[Stored data entries]
==*==
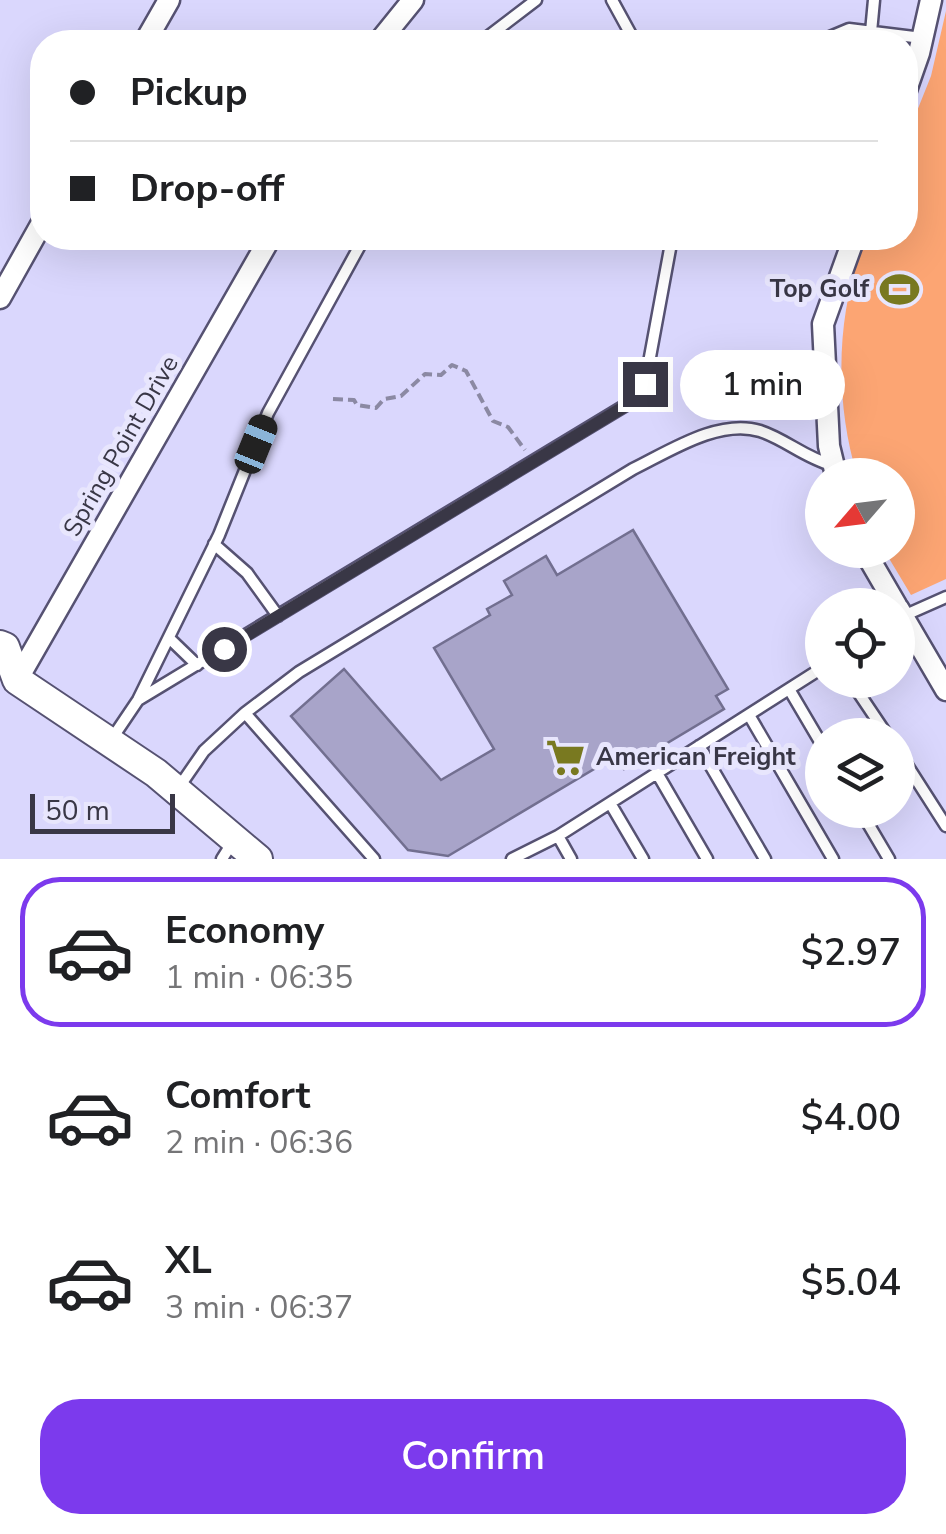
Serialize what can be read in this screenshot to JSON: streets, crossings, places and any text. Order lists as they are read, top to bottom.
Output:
{
  "streets": {
    "street": ["Spring Point Drive"]
  },
  "places": {
    "sports": ["Top Golf"],
    "supermarket": ["American Freight"]
  },
  "scale_bar": "50 m",
  "north": "bottom left",
  "page": {
    "banner": ["Pickup", "Drop-off"],
    "bubble": "1 min",
    "scale": "50 m",
    "list": [
      {
        "name": "Economy",
        "note": "1 min · 06:35",
        "value": "$2.97"
      },
      {
        "name": "Comfort",
        "note": "2 min · 06:36",
        "value": "$4.00"
      },
      {
        "name": "XL",
        "note": "3 min · 06:37",
        "value": "$5.04"
      }
    ],
    "buttons": "Confirm"
  }
}
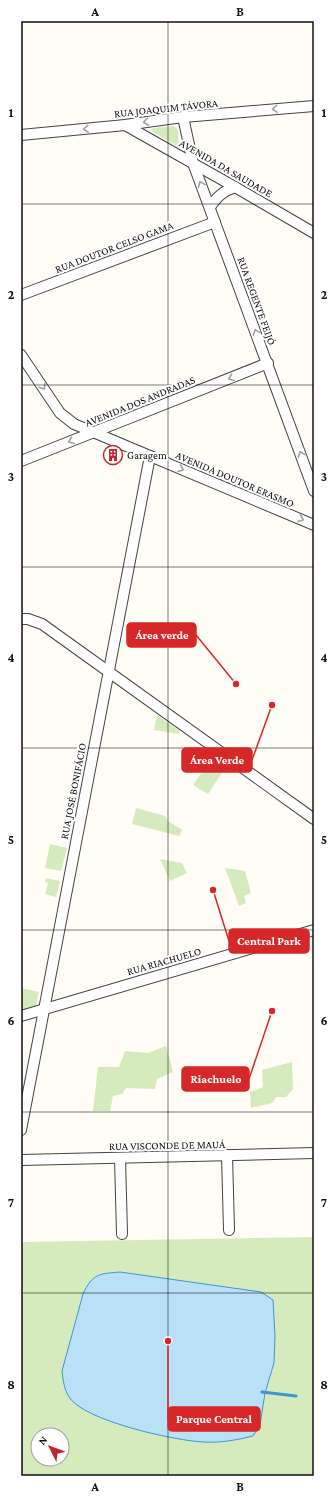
==*==
## Exercise:
Every line above should be repeated exactly; pictures stay out of the copy.

## Reply:
Serialize what can be read in this screenshot to JSON: streets, crossings, places and any text. Order lists as they are read, top to bottom.
Output:
{
  "streets": {
    "street": ["Spring Point Drive"]
  },
  "places": {
    "sports": ["Top Golf"],
    "supermarket": ["American Freight"]
  },
  "scale_bar": "50 m",
  "north": "bottom left",
  "page": {
    "banner": ["Pickup", "Drop-off"],
    "bubble": "1 min",
    "scale": "50 m",
    "list": [
      {
        "name": "Economy",
        "note": "1 min · 06:35",
        "value": "$2.97"
      },
      {
        "name": "Comfort",
        "note": "2 min · 06:36",
        "value": "$4.00"
      },
      {
        "name": "XL",
        "note": "3 min · 06:37",
        "value": "$5.04"
      }
    ],
    "buttons": "Confirm"
  }
}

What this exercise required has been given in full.